• TASK DIRECTIONS:
Return, from the data below, each line that contains the word "halo".
*** DATA IN THIS EXERCISE ***
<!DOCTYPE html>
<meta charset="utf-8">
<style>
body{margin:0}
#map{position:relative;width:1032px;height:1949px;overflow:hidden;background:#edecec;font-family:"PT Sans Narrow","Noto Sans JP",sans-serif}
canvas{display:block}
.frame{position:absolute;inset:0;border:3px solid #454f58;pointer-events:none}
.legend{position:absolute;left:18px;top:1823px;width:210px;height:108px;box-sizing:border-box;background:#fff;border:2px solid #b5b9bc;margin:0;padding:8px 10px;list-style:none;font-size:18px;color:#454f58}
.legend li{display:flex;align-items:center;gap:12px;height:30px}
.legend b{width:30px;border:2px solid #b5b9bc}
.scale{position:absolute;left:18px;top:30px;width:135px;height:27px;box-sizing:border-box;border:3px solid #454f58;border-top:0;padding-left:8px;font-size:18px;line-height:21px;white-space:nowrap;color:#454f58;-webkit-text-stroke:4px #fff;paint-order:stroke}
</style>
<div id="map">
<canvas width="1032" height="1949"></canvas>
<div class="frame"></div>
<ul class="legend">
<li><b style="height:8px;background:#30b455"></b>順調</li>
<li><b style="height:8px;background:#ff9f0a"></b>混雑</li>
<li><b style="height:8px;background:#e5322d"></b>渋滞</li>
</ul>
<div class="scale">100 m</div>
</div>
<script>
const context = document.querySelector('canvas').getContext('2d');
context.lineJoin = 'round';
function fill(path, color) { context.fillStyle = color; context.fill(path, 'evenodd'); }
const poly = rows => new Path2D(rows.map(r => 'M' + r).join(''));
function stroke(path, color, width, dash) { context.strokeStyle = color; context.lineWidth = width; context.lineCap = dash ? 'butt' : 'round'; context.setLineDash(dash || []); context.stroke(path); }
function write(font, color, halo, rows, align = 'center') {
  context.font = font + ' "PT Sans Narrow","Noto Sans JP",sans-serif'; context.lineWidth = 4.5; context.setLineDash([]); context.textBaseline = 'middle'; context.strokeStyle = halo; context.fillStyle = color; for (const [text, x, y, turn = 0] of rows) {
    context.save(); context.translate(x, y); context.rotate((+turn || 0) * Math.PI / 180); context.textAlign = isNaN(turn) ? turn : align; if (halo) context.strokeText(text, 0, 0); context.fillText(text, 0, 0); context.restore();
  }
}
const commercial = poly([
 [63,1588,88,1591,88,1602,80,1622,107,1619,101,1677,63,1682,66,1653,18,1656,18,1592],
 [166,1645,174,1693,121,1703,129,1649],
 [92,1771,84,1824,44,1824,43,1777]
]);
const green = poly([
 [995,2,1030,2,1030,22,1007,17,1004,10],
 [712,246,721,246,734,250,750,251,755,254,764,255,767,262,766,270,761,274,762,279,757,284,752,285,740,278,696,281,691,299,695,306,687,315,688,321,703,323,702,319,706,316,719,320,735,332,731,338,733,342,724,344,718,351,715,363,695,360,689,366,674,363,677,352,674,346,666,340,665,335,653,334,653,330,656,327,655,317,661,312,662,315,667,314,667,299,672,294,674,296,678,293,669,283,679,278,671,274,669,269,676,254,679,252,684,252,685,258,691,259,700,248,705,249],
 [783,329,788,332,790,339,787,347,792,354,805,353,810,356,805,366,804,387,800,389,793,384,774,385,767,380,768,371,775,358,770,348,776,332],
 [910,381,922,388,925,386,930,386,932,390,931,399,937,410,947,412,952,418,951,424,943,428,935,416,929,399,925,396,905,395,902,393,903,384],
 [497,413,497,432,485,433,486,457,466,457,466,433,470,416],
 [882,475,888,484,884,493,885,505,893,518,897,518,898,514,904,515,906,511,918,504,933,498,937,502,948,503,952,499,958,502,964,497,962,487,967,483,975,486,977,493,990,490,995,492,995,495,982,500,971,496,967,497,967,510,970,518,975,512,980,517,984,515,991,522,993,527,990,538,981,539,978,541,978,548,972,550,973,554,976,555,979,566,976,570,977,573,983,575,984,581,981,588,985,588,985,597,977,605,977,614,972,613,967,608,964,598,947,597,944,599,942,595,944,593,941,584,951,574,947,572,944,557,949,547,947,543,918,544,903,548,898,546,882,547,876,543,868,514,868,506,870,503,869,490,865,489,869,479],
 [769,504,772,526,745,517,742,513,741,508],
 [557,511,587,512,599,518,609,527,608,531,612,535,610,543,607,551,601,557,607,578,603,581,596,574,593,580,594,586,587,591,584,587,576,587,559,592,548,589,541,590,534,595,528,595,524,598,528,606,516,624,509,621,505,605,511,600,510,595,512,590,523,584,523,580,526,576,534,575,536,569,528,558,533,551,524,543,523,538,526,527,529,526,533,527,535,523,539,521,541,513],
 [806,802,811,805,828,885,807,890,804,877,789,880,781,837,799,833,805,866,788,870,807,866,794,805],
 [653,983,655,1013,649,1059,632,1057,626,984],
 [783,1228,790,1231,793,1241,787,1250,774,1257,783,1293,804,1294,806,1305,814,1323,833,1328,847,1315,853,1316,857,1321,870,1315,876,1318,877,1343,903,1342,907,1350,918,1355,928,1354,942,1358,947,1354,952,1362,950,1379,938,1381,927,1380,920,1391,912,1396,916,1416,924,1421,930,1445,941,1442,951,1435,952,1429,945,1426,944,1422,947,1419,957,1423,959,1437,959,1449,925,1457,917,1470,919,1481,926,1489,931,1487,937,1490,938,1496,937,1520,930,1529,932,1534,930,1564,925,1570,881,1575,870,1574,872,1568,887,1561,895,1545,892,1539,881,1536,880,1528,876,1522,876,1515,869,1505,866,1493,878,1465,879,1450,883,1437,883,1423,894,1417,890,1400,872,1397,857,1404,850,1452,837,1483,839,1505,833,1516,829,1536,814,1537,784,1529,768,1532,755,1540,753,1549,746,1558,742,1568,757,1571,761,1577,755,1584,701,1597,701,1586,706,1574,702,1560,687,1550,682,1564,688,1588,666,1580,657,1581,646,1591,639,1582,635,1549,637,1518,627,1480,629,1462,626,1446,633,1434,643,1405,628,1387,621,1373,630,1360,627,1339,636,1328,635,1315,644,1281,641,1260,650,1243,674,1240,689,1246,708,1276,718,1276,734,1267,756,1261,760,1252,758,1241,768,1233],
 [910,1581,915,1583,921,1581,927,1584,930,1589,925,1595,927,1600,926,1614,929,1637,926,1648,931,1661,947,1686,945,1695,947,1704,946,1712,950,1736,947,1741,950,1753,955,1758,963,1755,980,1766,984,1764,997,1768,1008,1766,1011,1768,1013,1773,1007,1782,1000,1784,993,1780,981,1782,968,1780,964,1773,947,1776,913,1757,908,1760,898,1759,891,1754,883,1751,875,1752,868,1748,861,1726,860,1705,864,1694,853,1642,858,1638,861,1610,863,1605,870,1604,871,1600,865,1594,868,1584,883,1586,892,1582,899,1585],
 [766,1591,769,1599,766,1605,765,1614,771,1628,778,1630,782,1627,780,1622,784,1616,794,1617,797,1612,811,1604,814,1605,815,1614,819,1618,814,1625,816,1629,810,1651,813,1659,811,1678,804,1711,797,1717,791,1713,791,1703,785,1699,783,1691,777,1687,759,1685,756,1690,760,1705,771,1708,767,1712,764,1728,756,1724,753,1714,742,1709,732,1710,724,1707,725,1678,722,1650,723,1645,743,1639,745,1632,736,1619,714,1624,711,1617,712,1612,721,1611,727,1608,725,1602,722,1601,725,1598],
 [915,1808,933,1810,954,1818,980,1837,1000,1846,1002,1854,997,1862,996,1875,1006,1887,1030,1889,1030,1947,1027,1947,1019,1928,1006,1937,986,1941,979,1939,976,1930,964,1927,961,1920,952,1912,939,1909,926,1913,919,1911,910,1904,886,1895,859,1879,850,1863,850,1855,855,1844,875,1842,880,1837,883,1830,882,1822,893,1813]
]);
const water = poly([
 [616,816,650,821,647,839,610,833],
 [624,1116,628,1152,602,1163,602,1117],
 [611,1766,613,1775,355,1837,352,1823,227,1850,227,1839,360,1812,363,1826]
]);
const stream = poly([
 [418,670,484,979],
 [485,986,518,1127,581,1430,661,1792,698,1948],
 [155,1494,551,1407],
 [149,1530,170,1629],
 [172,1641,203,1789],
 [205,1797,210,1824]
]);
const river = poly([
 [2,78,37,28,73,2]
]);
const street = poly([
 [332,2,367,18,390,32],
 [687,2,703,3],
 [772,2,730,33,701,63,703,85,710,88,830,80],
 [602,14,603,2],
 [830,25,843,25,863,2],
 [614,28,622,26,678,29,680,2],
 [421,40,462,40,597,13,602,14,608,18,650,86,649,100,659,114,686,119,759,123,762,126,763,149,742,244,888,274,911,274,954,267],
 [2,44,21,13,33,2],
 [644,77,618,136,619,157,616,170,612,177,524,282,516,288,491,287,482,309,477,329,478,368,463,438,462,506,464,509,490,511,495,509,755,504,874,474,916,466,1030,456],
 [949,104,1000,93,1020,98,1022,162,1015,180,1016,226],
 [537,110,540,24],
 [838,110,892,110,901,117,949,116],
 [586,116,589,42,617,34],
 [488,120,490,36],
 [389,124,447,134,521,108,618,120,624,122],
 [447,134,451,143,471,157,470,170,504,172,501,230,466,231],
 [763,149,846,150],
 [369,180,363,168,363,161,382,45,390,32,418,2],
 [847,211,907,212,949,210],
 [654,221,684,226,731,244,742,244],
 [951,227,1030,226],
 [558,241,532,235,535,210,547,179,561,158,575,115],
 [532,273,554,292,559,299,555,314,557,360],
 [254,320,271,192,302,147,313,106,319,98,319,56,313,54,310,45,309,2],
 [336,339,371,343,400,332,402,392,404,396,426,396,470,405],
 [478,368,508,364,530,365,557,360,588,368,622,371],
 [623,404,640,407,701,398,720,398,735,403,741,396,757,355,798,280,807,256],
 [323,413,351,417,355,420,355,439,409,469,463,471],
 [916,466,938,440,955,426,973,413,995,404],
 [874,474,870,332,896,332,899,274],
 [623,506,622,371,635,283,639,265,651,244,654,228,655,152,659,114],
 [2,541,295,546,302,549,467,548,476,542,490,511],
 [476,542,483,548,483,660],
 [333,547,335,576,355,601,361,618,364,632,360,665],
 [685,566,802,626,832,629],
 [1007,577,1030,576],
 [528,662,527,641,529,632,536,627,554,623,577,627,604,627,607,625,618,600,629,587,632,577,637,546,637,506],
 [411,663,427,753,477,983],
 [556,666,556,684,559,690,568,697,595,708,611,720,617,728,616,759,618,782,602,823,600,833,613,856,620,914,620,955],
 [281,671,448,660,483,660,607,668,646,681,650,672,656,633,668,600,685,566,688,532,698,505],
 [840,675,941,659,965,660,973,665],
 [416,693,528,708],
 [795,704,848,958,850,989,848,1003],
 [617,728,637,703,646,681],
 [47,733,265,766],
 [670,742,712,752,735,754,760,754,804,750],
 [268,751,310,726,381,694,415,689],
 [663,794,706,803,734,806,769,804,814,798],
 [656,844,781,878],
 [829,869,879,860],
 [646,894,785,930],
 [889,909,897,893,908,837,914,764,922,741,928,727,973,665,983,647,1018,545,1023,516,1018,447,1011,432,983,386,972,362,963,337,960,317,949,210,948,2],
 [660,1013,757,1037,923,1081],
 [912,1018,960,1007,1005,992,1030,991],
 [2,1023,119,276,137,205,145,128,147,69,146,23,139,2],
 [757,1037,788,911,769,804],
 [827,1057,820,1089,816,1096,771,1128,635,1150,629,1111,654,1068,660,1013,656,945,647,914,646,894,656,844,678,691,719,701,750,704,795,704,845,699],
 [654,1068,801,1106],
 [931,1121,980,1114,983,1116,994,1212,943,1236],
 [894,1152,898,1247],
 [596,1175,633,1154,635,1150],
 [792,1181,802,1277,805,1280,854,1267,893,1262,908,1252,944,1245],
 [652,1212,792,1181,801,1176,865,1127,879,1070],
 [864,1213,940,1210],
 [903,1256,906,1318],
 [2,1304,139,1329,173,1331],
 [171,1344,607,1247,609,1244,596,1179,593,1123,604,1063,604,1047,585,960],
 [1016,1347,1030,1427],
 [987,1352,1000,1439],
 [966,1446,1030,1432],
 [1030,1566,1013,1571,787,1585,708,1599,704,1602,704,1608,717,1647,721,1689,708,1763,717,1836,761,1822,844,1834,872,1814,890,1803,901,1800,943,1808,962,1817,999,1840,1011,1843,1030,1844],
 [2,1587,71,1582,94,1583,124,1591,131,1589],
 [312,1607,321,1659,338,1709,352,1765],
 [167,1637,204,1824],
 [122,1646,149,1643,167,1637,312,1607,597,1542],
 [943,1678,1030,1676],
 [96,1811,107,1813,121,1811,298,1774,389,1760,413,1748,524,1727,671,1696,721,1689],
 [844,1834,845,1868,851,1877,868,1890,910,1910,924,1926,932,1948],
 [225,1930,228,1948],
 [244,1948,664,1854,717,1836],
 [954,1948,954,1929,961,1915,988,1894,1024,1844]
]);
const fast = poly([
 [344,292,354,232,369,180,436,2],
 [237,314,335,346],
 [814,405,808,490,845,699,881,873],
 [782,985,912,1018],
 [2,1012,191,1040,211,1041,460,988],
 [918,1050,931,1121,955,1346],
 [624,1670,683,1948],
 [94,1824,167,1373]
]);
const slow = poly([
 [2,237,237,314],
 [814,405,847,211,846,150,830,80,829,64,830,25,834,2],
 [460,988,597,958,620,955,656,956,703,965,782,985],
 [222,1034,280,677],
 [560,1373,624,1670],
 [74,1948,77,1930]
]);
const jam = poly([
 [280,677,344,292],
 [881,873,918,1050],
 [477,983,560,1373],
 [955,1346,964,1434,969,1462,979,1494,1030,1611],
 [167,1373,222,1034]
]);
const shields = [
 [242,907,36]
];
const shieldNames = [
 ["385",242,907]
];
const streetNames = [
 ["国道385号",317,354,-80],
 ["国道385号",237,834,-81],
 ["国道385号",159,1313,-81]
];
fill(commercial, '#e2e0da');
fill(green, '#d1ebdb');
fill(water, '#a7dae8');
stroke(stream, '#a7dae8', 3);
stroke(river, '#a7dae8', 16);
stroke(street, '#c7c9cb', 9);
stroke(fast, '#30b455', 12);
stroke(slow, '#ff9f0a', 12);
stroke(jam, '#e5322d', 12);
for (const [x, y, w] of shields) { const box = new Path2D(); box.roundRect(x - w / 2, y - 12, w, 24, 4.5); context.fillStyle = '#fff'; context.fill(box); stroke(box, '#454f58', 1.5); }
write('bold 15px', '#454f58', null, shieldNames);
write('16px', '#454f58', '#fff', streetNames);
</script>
*** End of DATA IN THIS EXERCISE ***
• EXPECTED ANSWER:
function write(font, color, halo, rows, align = 'center') {
  context.font = font + ' "PT Sans Narrow","Noto Sans JP",sans-serif'; context.lineWidth = 4.5; context.setLineDash([]); context.textBaseline = 'middle'; context.strokeStyle = halo; context.fillStyle = color; for (const [text, x, y, turn = 0] of rows) {
    context.save(); context.translate(x, y); context.rotate((+turn || 0) * Math.PI / 180); context.textAlign = isNaN(turn) ? turn : align; if (halo) context.strokeText(text, 0, 0); context.fillText(text, 0, 0); context.restore();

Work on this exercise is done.